I'm trying to select values that have broken the record high or low values. I'm comparing to a DataFrame that has the high and low values for each day as two separate columns. The end goal is to graph a scatterplot of the (date, value) that are the new record values against a line graph of the old record values (using matplotlib.)
Here's an example dataset.
new_data = {'Date': ['1/1/2015', '1/2/2015', '1/3/2015', '1/4/2015', '1/5/2015'],
'new_low': [10, 25, 24, 21, 15],
'new_high': [35, 37, 38, 55, 47]}
record_data = {'Day': ['1/1', '1/2', '1/3', '1/4', '1/5'],
'record_low': [12, 28, 21, 25, 15],
'record_high': [30, 40, 36, 57, 46]}
df_new = pd.DataFrame(new_data)
df_new.set_index('Date', inplace=True)
df_record = pd.DataFrame(record_data)
df_record.set_index('Day', inplace=True)
So it would look like this
new_low new_high (new_data)
Date
1/1/2015 10 35
1/2/2015 25 37
1/3/2015 24 38
1/4/2015 21 55
1/5/2015 15 47
record_low record_high (record_data)
Date
1/1 12 30
1/2 28 40
1/3 21 36
1/4 25 57
1/5 15 46
I want the result to look along this line.
Date Record Value
0 1/1/2015 10
1 1/2/2015 25
2 1/4/2015 21
3 1/1/2015 35
4 1/3/2015 38
5 1/5/2015 47
Since I need to use the result with matplotlib to make a scatterplot, I will need a list of x-values and y-values to enter. My example result was a dataframe that I made, but it doesn't need to be. I could use two separate arrays or even a list of tuples that I could unzip into lists of x and y.

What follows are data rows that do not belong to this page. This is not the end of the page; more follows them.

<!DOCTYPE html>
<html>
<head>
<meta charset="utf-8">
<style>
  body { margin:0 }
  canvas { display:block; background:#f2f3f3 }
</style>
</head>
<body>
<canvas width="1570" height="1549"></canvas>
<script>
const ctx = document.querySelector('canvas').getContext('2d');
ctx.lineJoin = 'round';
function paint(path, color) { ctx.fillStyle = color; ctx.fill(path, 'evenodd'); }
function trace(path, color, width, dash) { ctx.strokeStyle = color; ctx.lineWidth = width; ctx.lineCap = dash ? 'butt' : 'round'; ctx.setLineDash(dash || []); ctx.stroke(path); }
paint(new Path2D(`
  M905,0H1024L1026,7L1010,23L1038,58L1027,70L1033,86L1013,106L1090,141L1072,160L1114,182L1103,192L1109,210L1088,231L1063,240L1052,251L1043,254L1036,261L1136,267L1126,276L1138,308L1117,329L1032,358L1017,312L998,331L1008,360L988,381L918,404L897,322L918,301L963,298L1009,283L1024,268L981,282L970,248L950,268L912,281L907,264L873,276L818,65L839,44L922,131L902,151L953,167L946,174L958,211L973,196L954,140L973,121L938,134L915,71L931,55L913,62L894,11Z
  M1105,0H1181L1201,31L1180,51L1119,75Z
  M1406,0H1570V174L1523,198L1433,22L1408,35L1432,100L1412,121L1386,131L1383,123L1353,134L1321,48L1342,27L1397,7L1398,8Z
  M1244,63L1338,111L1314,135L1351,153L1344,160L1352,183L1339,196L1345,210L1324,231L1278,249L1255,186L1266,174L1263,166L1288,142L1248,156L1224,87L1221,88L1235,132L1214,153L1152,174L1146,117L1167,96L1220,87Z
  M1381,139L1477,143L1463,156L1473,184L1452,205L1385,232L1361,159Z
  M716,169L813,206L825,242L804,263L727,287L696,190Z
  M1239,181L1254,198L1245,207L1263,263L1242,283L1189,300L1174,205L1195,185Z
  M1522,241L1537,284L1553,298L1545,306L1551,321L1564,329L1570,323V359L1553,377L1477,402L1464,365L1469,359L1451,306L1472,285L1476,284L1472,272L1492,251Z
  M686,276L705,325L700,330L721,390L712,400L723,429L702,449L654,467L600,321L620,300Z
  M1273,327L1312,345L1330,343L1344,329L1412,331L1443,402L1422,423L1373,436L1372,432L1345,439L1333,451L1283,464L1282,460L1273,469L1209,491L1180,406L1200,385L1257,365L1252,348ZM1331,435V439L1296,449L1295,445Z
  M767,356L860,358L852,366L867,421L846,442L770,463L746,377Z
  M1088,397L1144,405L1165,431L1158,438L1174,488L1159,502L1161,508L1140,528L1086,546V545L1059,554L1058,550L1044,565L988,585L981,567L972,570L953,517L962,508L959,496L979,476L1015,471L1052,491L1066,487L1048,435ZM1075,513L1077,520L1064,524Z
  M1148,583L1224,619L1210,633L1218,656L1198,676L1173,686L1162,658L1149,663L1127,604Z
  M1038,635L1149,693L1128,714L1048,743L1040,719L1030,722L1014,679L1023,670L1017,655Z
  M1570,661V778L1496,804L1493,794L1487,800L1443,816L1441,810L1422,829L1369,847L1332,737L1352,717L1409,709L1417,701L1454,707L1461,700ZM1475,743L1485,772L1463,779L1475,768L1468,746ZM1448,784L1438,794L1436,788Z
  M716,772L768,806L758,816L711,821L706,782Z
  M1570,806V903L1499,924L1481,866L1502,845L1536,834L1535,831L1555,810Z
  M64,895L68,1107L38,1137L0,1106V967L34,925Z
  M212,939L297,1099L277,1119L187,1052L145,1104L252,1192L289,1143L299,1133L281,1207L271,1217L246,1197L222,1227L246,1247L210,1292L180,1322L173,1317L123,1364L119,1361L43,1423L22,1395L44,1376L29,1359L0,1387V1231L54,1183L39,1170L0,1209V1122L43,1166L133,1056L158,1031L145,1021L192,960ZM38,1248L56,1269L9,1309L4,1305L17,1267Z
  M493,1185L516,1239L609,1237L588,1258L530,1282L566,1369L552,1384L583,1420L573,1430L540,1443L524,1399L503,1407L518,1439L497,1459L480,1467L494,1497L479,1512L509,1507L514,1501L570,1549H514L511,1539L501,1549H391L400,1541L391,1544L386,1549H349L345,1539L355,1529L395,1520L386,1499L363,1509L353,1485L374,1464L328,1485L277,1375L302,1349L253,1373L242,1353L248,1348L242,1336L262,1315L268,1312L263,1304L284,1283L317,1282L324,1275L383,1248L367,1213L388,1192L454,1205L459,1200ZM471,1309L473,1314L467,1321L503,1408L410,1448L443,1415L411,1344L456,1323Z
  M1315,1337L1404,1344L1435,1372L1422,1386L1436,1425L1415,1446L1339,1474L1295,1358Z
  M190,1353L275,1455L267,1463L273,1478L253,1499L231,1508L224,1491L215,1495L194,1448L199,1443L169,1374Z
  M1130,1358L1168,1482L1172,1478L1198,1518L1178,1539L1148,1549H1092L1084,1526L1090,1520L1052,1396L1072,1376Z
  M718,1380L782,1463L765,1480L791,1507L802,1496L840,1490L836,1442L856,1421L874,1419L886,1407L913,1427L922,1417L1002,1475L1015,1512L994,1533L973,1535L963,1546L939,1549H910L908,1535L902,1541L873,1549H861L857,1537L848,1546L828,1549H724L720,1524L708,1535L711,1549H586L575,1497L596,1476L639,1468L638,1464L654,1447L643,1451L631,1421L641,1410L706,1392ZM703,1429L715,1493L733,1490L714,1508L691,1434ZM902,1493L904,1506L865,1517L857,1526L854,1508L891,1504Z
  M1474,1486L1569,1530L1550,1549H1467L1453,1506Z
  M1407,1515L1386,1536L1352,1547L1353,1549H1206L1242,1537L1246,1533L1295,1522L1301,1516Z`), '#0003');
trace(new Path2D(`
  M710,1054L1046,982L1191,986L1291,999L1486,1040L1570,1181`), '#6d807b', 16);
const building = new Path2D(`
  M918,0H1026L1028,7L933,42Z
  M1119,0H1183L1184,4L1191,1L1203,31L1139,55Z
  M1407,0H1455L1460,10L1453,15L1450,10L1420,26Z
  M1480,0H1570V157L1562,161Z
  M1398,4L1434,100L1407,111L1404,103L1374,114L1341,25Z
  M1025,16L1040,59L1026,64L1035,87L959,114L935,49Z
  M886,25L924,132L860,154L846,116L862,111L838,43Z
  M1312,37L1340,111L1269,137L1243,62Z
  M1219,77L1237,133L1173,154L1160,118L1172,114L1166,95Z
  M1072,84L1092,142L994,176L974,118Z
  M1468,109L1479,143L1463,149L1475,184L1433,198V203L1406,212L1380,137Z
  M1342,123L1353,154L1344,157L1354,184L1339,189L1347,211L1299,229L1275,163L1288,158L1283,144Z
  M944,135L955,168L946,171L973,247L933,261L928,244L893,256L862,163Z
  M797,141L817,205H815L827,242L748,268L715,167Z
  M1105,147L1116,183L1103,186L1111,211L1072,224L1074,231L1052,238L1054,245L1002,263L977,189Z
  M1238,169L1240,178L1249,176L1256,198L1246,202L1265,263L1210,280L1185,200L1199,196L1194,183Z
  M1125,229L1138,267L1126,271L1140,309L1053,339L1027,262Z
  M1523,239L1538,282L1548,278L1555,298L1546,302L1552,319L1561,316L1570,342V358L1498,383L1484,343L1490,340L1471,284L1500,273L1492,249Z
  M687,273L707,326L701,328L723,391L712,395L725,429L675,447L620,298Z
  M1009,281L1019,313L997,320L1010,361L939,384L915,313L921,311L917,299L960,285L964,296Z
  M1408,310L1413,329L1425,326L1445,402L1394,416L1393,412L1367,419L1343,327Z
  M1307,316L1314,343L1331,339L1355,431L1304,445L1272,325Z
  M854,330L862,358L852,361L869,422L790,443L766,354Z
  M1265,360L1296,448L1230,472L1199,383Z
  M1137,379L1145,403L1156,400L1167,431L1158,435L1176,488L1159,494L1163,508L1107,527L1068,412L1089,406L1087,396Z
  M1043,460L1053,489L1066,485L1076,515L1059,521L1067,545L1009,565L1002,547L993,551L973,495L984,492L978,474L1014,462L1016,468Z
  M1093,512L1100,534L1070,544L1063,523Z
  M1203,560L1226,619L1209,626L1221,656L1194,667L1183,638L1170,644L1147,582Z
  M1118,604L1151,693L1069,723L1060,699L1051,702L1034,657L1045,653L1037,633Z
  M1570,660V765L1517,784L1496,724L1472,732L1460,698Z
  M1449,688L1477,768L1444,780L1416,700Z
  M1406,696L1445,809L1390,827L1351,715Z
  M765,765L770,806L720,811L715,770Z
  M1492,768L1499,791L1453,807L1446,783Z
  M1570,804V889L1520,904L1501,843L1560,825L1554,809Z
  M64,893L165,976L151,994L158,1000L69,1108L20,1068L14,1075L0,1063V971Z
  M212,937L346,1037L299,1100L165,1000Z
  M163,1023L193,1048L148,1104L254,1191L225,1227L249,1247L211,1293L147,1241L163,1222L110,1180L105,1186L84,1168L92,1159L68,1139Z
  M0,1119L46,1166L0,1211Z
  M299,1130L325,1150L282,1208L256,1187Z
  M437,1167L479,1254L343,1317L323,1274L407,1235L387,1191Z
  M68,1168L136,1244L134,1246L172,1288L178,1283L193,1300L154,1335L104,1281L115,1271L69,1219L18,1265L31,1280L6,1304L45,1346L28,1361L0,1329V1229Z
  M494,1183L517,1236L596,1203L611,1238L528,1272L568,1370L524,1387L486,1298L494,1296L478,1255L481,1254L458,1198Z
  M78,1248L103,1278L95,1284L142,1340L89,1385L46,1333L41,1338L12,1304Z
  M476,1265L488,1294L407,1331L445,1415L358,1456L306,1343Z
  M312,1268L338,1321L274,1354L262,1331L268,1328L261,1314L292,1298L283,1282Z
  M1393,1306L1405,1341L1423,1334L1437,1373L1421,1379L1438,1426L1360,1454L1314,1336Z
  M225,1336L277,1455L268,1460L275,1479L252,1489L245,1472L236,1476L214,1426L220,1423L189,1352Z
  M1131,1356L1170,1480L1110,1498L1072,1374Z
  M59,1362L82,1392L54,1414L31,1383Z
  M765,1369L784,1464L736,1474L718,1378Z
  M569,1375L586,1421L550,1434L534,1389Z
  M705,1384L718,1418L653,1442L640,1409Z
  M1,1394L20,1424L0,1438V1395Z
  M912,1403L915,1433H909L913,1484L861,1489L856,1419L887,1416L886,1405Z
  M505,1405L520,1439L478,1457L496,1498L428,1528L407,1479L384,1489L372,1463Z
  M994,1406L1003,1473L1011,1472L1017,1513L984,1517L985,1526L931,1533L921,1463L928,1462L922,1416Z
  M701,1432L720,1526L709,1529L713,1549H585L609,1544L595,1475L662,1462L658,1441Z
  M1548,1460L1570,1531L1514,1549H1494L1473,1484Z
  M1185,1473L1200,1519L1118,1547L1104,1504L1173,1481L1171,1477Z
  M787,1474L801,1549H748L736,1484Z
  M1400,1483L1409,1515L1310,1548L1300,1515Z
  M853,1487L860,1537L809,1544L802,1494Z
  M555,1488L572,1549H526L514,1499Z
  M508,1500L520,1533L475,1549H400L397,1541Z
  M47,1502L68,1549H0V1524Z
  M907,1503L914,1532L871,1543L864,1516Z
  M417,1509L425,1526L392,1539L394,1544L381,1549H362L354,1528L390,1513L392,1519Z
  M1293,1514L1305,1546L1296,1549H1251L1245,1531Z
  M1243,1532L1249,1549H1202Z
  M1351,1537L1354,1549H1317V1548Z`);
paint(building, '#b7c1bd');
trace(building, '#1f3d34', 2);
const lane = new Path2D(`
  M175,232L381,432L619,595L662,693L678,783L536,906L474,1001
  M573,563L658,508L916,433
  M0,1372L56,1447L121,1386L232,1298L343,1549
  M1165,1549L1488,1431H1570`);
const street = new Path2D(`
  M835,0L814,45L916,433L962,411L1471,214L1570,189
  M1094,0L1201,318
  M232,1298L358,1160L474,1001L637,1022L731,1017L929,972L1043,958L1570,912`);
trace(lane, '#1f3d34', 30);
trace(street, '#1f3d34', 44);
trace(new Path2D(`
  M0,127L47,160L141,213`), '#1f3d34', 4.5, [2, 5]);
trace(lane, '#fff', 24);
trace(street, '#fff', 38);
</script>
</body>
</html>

I feel like there should be some simple/elegant way to do this with mapping, but I'm not experienced enough to find it and I haven't been able to find an answer elsewhere.
I'm also having some issues with how to enter the record data with just a month and day as a datestamp, so I've just set them all to the same year. It works for my visualization, but I would rather not do that to the data.